Cluster autoscaling for ROSA HCP | Cluster administration

About the cluster autoscaler
Edit autoscaling after cluster creation with the ROSA CLI
View autoscaler configurations with the ROSA CLI
Cluster autoscaling parameters using the ROSA CLI

Applying autoscaling to Red Hat OpenShift Service on AWS (ROSA) with hosted control planes (HCP) clusters involves configuring one or more machine pools with autoscaling. You can use the Cluster Autoscaler to further configure cluster-wide autoscaling that is applicable to all of the machine pools that are autoscaling.

edit

About the cluster autoscaler

The cluster autoscaler adjusts the size of a ROSA with HCP cluster to meet its current deployment needs. It uses declarative, Kubernetes-style arguments to provide infrastructure management that does not rely on objects of a specific cloud provider. The cluster autoscaler has a cluster scope, and is not associated with a particular namespace. In ROSA with HCP, the Cluster Autoscaler is fully managed, which means it is hosted along with the control plane.

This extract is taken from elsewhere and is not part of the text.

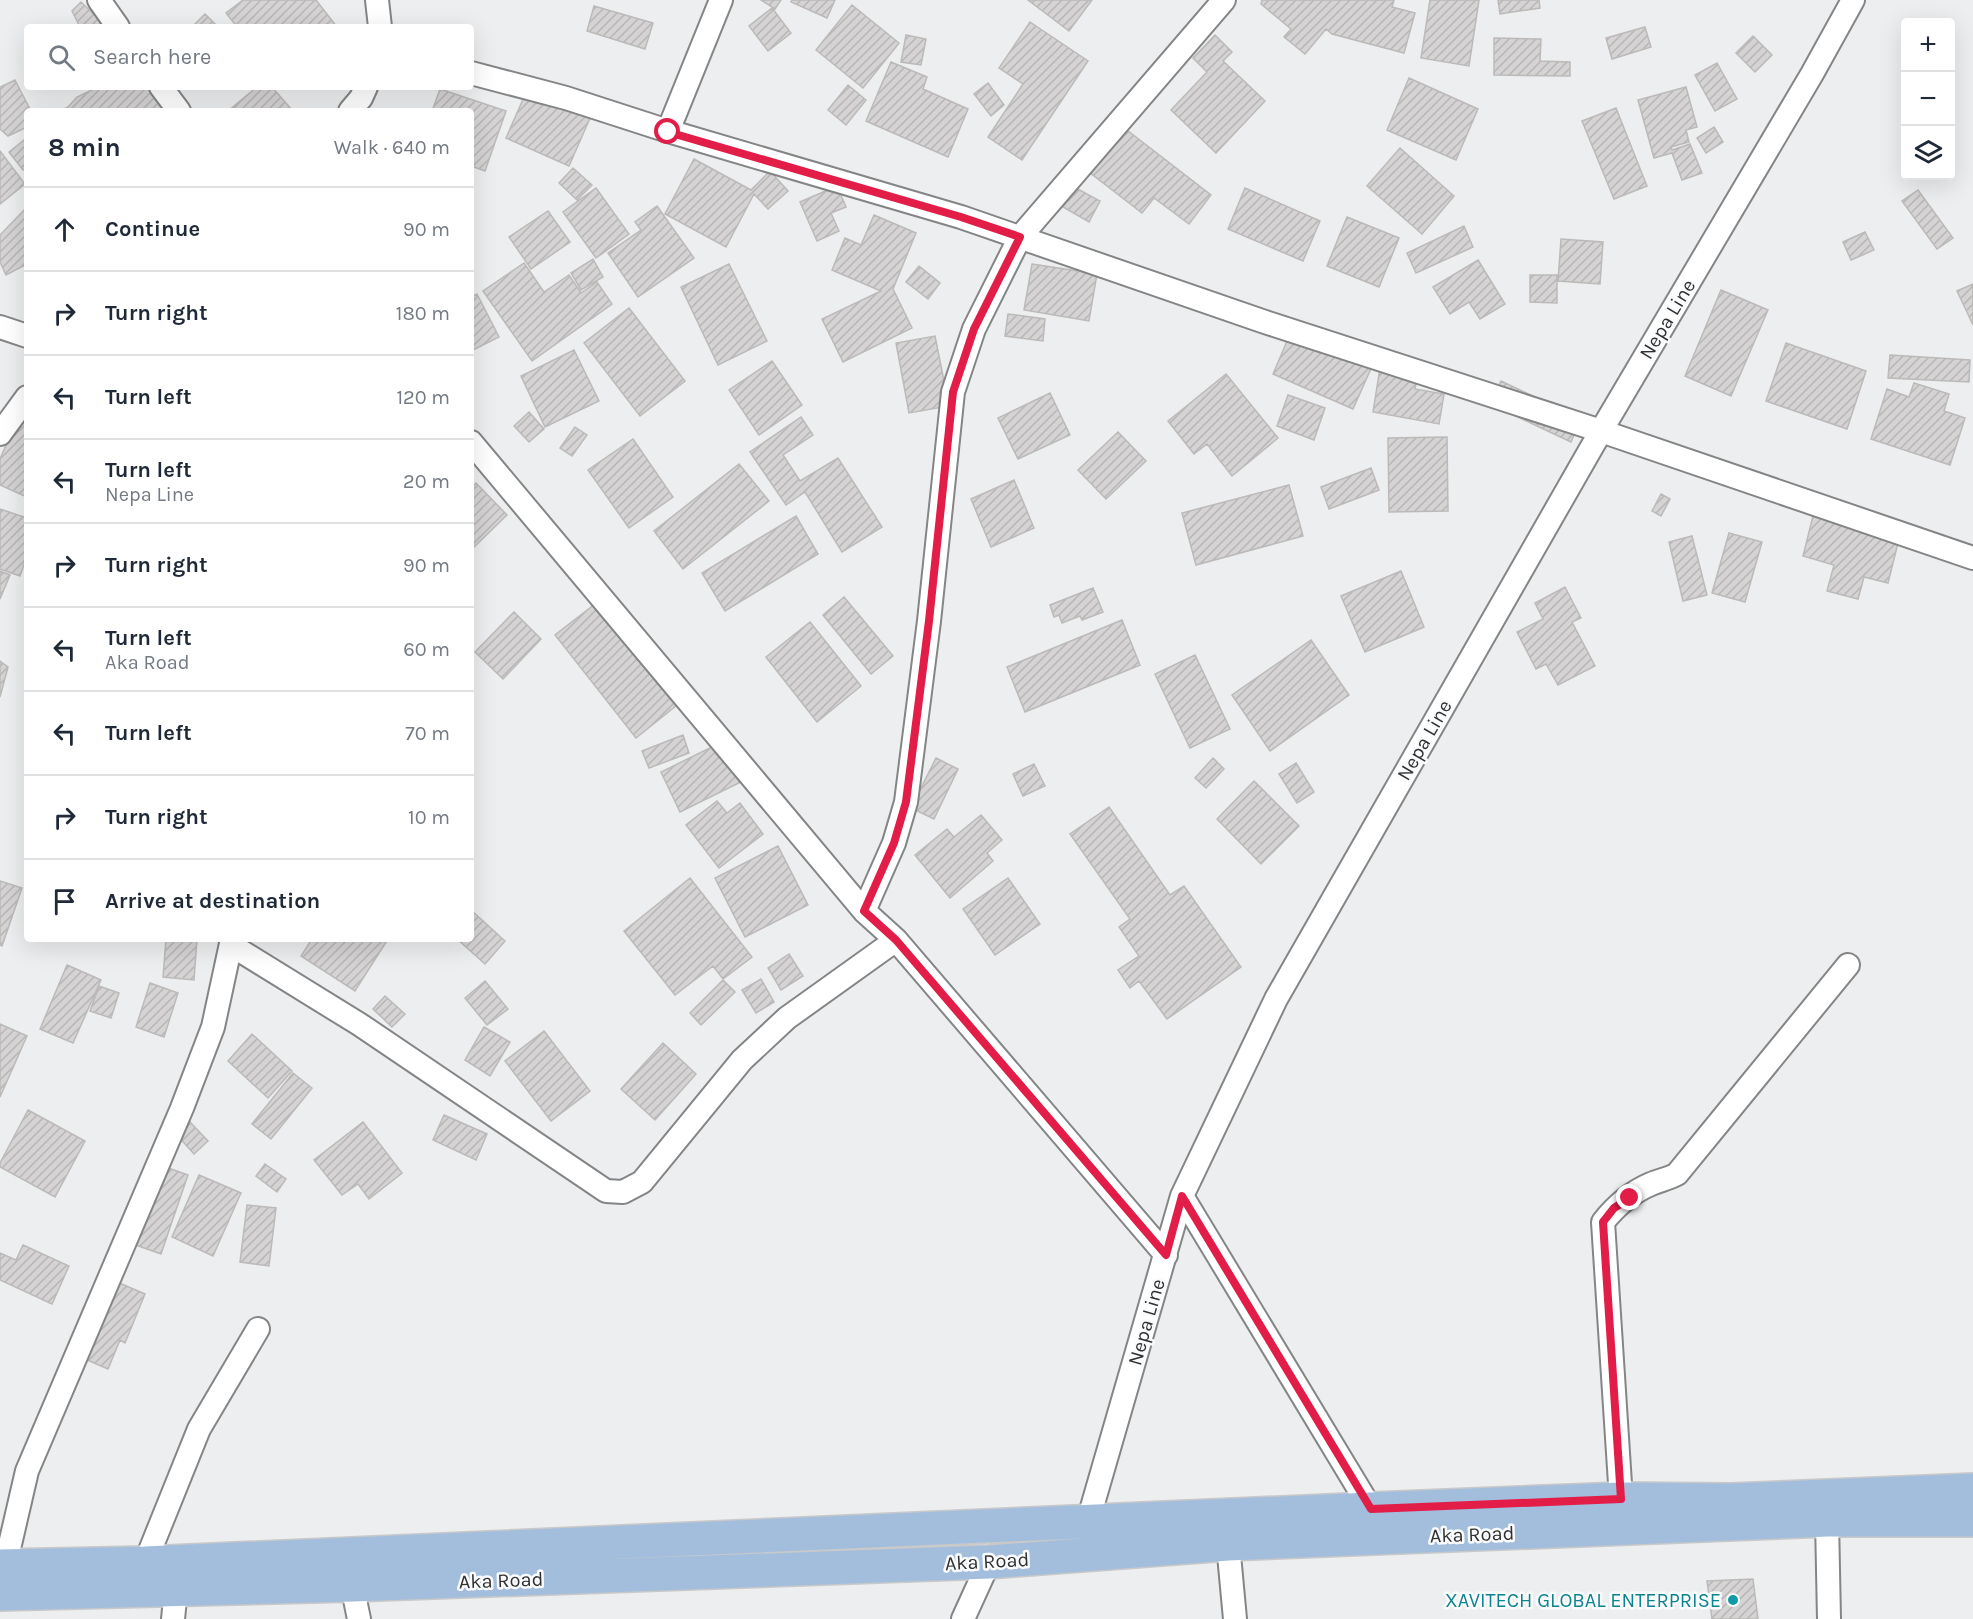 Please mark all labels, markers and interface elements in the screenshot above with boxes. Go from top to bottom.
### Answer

The cluster autoscaler increases the size of the cluster when there are pods that fail to schedule on any of the current worker nodes due to insufficient resources or when another node is necessary to meet deployment needs. The cluster autoscaler does not increase the cluster resources beyond the limits that you specify.

The cluster autoscaler computes the total memory, CPU, and GPU only on the nodes that belong to autoscaling machine pools. All of the machine pool nodes that are not autoscaling are excluded from this aggregation. For example, if you set the maxNodesTotal to 50 on a ROSA with HCP cluster with three machine pools in which a single machine pool is not autoscaling, the cluster autoscaler restricts the total nodes to 50 in only those two machine pools that are autoscaling. The single manually scaling machine pool can have additional nodes, making the overall cluster nodes total more than 50.

Automatic node removal

Every 10 seconds, the cluster autoscaler checks which nodes are unnecessary in the cluster and removes them. The cluster autoscaler considers a node for removal if the following conditions apply:

The node utilization is less than the node utilization level threshold for the cluster. The node utilization level is the sum of the requested resources divided by the allocated resources for the node. If you do not specify a value in the ClusterAutoscaler custom resource, the cluster autoscaler uses a default value of 0.5, which corresponds to 50% utilization.
The cluster autoscaler can move all pods running on the node to the other nodes. The Kubernetes scheduler is responsible for scheduling pods on the nodes.
The cluster autoscaler does not have scale down disabled annotation.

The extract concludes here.